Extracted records

- - - -

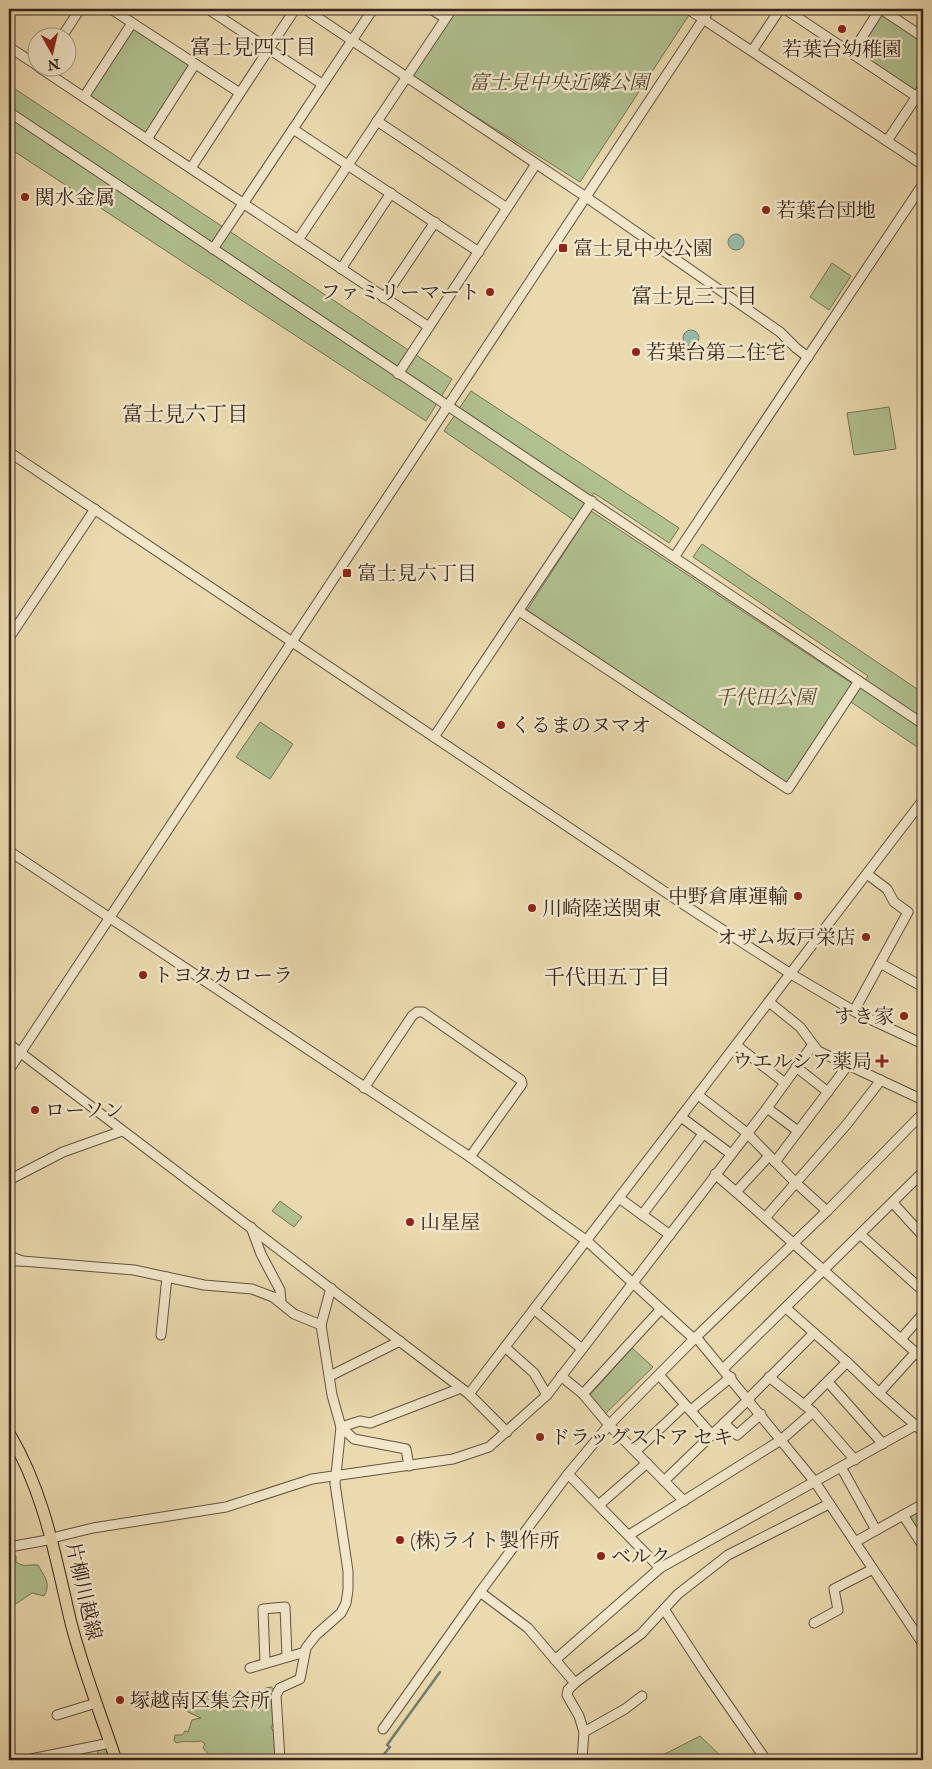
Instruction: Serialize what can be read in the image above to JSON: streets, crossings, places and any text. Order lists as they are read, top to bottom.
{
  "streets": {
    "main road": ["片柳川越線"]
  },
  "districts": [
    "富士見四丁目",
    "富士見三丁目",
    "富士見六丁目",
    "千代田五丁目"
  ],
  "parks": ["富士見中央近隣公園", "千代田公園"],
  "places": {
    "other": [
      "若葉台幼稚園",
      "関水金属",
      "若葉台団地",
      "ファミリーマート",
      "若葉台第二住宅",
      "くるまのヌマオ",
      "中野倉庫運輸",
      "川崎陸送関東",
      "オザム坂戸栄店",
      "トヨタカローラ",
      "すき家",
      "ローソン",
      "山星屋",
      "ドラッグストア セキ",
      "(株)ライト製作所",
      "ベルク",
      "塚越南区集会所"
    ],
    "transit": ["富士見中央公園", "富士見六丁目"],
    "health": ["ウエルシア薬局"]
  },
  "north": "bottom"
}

- - - -

**WHAT THE TASK REQUIRES**
Write every entry again exactly as given, skipping the pictures.

**OUTPUT FOR THIS EXERCISE**
Instruction: Serialize what can be read in the image above to JSON: streets, crossings, places and any text. Order lists as they are read, top to bottom.
{
  "streets": {
    "main road": ["片柳川越線"]
  },
  "districts": [
    "富士見四丁目",
    "富士見三丁目",
    "富士見六丁目",
    "千代田五丁目"
  ],
  "parks": ["富士見中央近隣公園", "千代田公園"],
  "places": {
    "other": [
      "若葉台幼稚園",
      "関水金属",
      "若葉台団地",
      "ファミリーマート",
      "若葉台第二住宅",
      "くるまのヌマオ",
      "中野倉庫運輸",
      "川崎陸送関東",
      "オザム坂戸栄店",
      "トヨタカローラ",
      "すき家",
      "ローソン",
      "山星屋",
      "ドラッグストア セキ",
      "(株)ライト製作所",
      "ベルク",
      "塚越南区集会所"
    ],
    "transit": ["富士見中央公園", "富士見六丁目"],
    "health": ["ウエルシア薬局"]
  },
  "north": "bottom"
}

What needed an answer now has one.